Please give back each line below unchanged; none of the pictures should appear.

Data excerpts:
★ ★ ★ ★
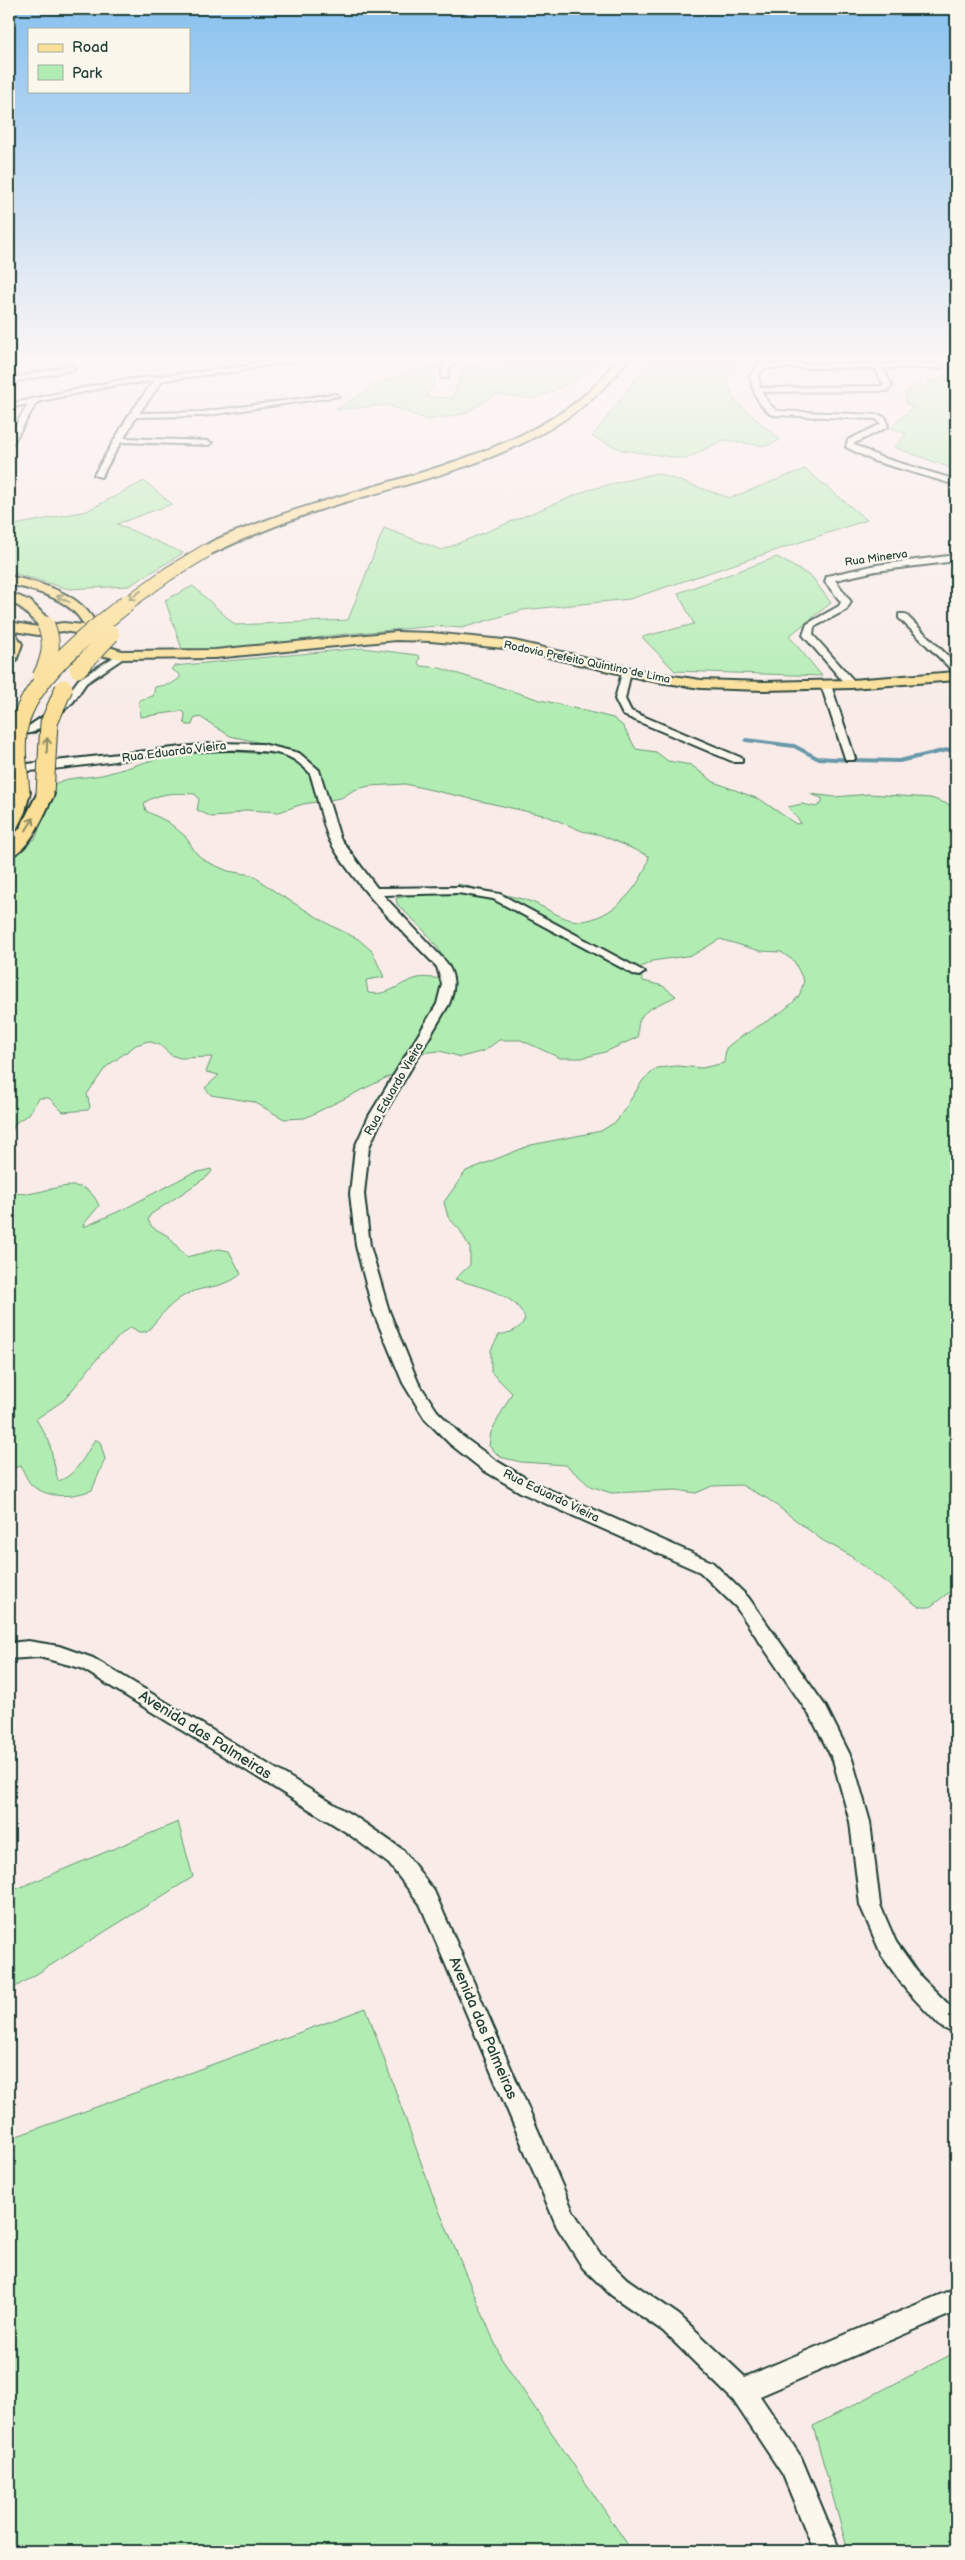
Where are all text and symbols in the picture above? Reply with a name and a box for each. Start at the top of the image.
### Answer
legend [28,28,190,92]
text: Road [72,38,108,57]
text: Park [72,64,103,83]
street label: Rua Minerva [844,547,908,569]
one-way arrow [128,590,142,600]
one-way arrow [56,594,71,603]
street label: Rodovia Prefeito Quintino de Lima [503,638,671,686]
one-way arrow [42,737,51,753]
street label: Rua Eduardo Vieira [121,738,227,766]
one-way arrow [26,818,36,832]
street label: Rua Eduardo Vieira [361,1040,427,1138]
street label: Rua Eduardo Vieira [500,1466,602,1526]
street label: Avenida das Palmeiras [135,1686,275,1784]
street label: Avenida das Palmeiras [444,1954,522,2103]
★ ★ ★ ★
== RESPONSE BOX ==
Where are all text and symbols in the picture above? Reply with a name and a box for each. Start at the top of the image.
### Answer
legend [28,28,190,92]
text: Road [72,38,108,57]
text: Park [72,64,103,83]
street label: Rua Minerva [844,547,908,569]
one-way arrow [128,590,142,600]
one-way arrow [56,594,71,603]
street label: Rodovia Prefeito Quintino de Lima [503,638,671,686]
one-way arrow [42,737,51,753]
street label: Rua Eduardo Vieira [121,738,227,766]
one-way arrow [26,818,36,832]
street label: Rua Eduardo Vieira [361,1040,427,1138]
street label: Rua Eduardo Vieira [500,1466,602,1526]
street label: Avenida das Palmeiras [135,1686,275,1784]
street label: Avenida das Palmeiras [444,1954,522,2103]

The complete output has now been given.